• **YOUR ASSIGNMENT**
Transcribe each record exactly. Omit the pictures.

[Items from a data source]
BEGIN

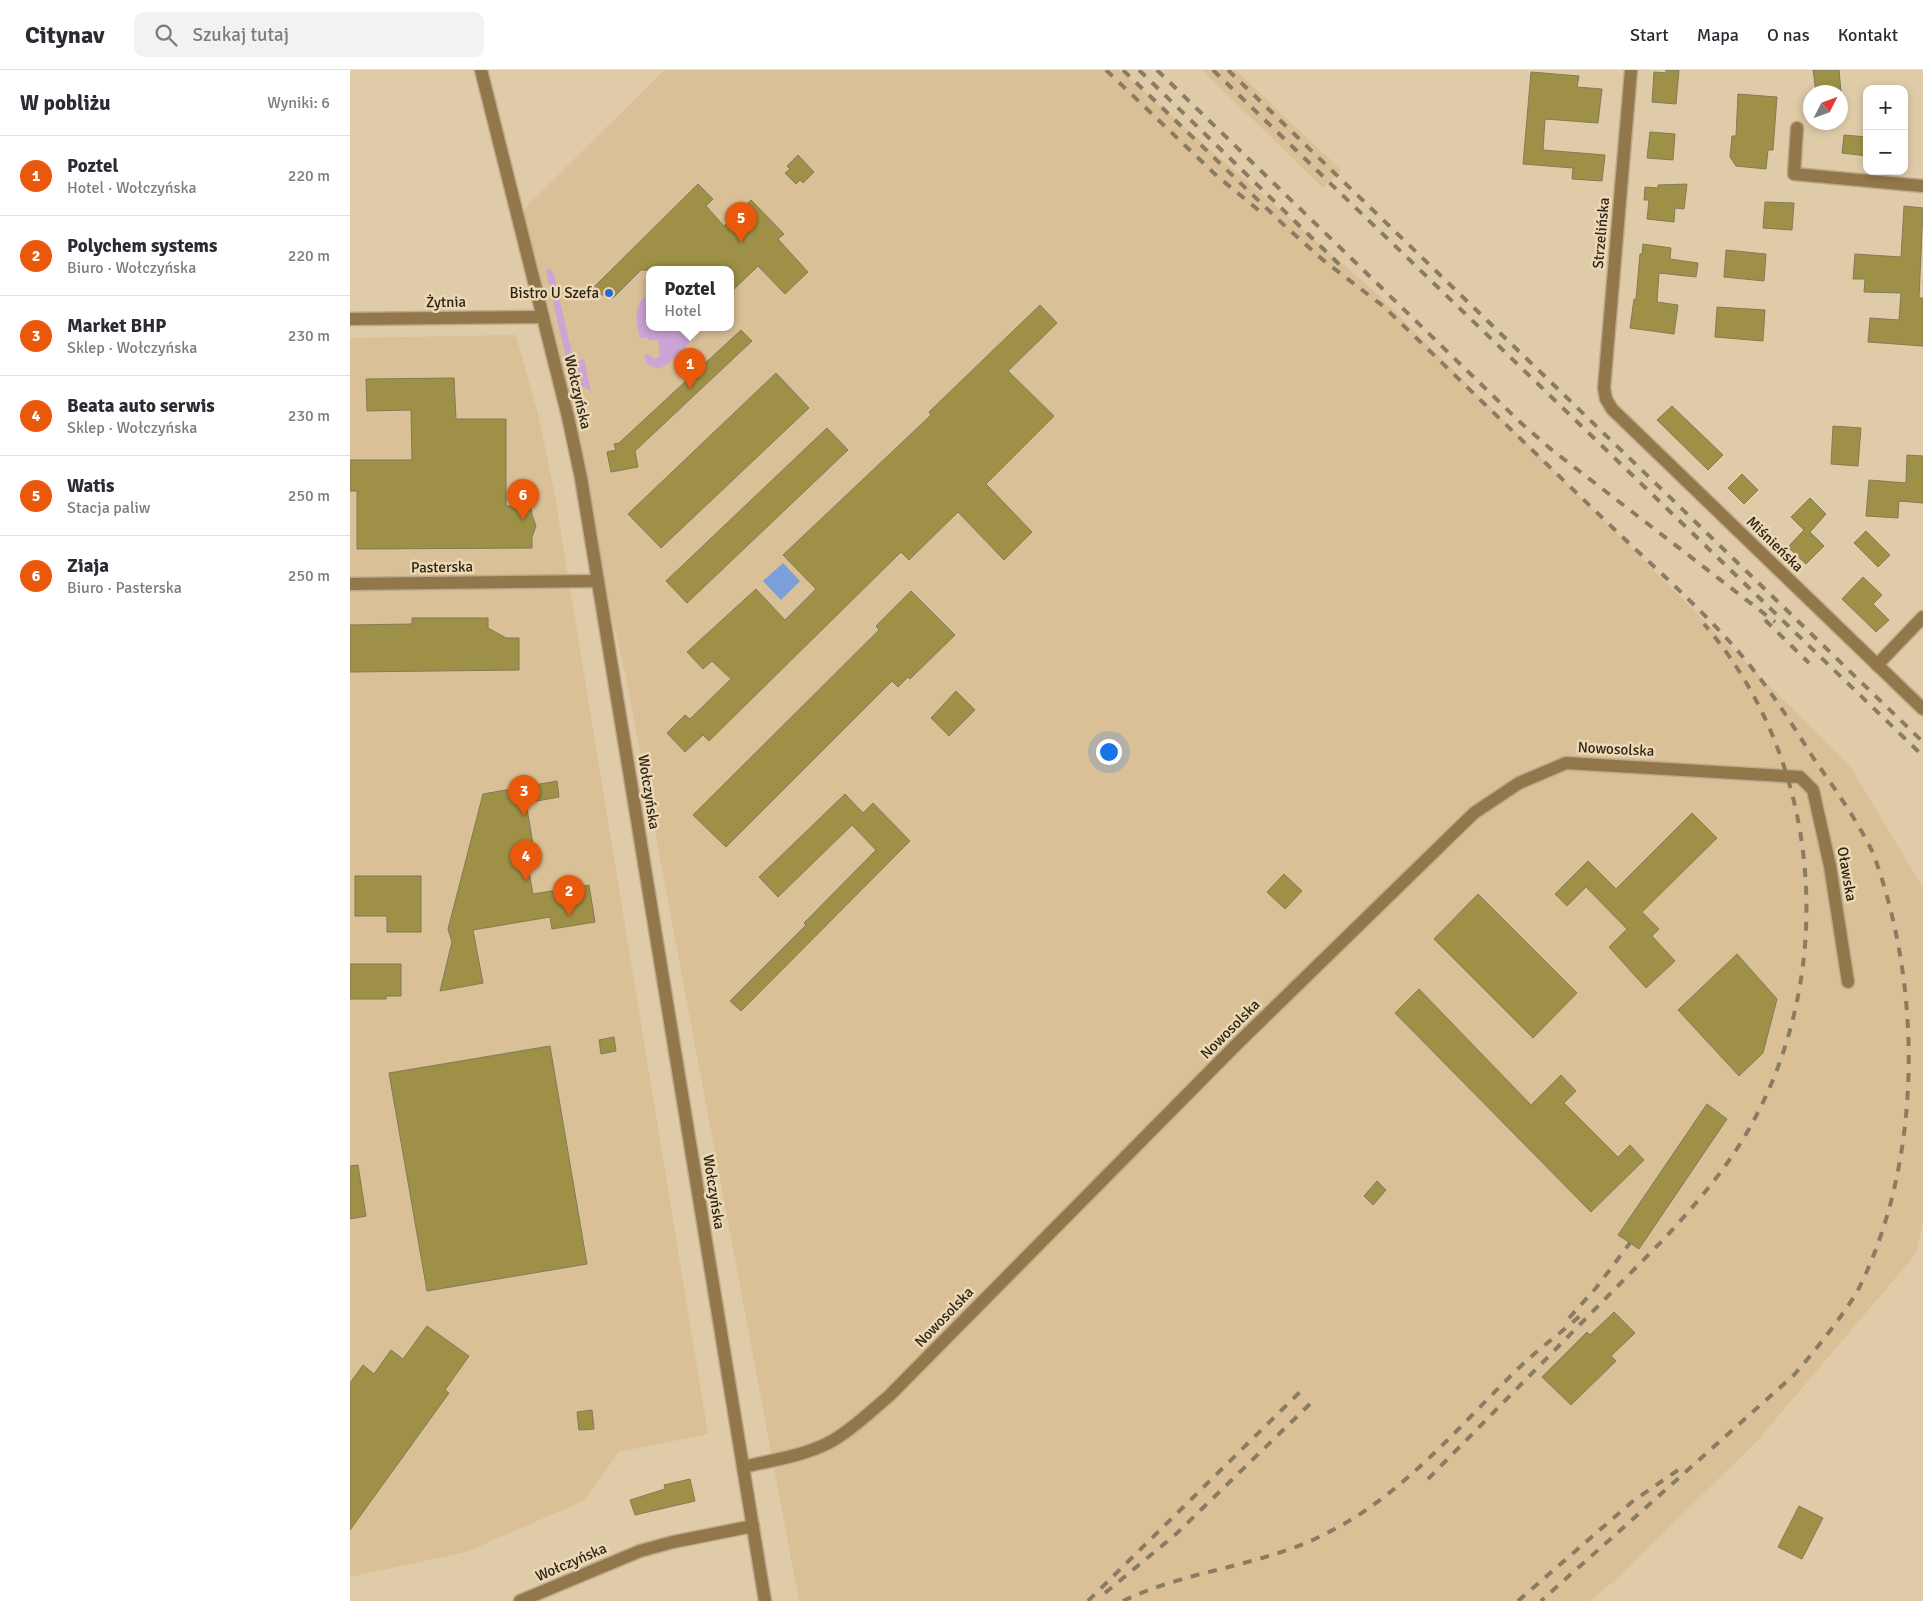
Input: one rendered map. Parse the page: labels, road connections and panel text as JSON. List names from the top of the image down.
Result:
{
  "streets": {
    "street": [
      "Strzelińska",
      "Żytnia",
      "Wołczyńska",
      "Miśnieńska",
      "Pasterska",
      "Nowosolska",
      "Oławska"
    ]
  },
  "crossings": [
    ["Strzelińska", "Miśnieńska"],
    ["Żytnia", "Wołczyńska"],
    ["Wołczyńska", "Pasterska"],
    ["Wołczyńska", "Nowosolska"],
    ["Nowosolska", "Oławska"]
  ],
  "places": ["Bistro U Szefa"],
  "north": "top right",
  "page": {
    "header": "Citynav",
    "search": "Szukaj tutaj",
    "nav": [
      "Start",
      "Mapa",
      "O nas",
      "Kontakt"
    ],
    "heading": ["W pobliżu", "Wyniki: 6"],
    "map_buttons": ["+", "−"],
    "list": [
      {
        "mark": "1",
        "name": "Poztel",
        "note": "Hotel · Wołczyńska",
        "value": "220 m"
      },
      {
        "mark": "2",
        "name": "Polychem systems",
        "note": "Biuro · Wołczyńska",
        "value": "220 m"
      },
      {
        "mark": "3",
        "name": "Market BHP",
        "note": "Sklep · Wołczyńska",
        "value": "230 m"
      },
      {
        "mark": "4",
        "name": "Beata auto serwis",
        "note": "Sklep · Wołczyńska",
        "value": "230 m"
      },
      {
        "mark": "5",
        "name": "Watis",
        "note": "Stacja paliw",
        "value": "250 m"
      },
      {
        "mark": "6",
        "name": "Ziaja",
        "note": "Biuro · Pasterska",
        "value": "250 m"
      }
    ],
    "pins": [
      "5",
      "1",
      "6",
      "3",
      "4",
      "2"
    ],
    "popup": ["Poztel", "Hotel"]
  }
}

END

• **SOLUTION**
Input: one rendered map. Parse the page: labels, road connections and panel text as JSON. List names from the top of the image down.
Result:
{
  "streets": {
    "street": [
      "Strzelińska",
      "Żytnia",
      "Wołczyńska",
      "Miśnieńska",
      "Pasterska",
      "Nowosolska",
      "Oławska"
    ]
  },
  "crossings": [
    ["Strzelińska", "Miśnieńska"],
    ["Żytnia", "Wołczyńska"],
    ["Wołczyńska", "Pasterska"],
    ["Wołczyńska", "Nowosolska"],
    ["Nowosolska", "Oławska"]
  ],
  "places": ["Bistro U Szefa"],
  "north": "top right",
  "page": {
    "header": "Citynav",
    "search": "Szukaj tutaj",
    "nav": [
      "Start",
      "Mapa",
      "O nas",
      "Kontakt"
    ],
    "heading": ["W pobliżu", "Wyniki: 6"],
    "map_buttons": ["+", "−"],
    "list": [
      {
        "mark": "1",
        "name": "Poztel",
        "note": "Hotel · Wołczyńska",
        "value": "220 m"
      },
      {
        "mark": "2",
        "name": "Polychem systems",
        "note": "Biuro · Wołczyńska",
        "value": "220 m"
      },
      {
        "mark": "3",
        "name": "Market BHP",
        "note": "Sklep · Wołczyńska",
        "value": "230 m"
      },
      {
        "mark": "4",
        "name": "Beata auto serwis",
        "note": "Sklep · Wołczyńska",
        "value": "230 m"
      },
      {
        "mark": "5",
        "name": "Watis",
        "note": "Stacja paliw",
        "value": "250 m"
      },
      {
        "mark": "6",
        "name": "Ziaja",
        "note": "Biuro · Pasterska",
        "value": "250 m"
      }
    ],
    "pins": [
      "5",
      "1",
      "6",
      "3",
      "4",
      "2"
    ],
    "popup": ["Poztel", "Hotel"]
  }
}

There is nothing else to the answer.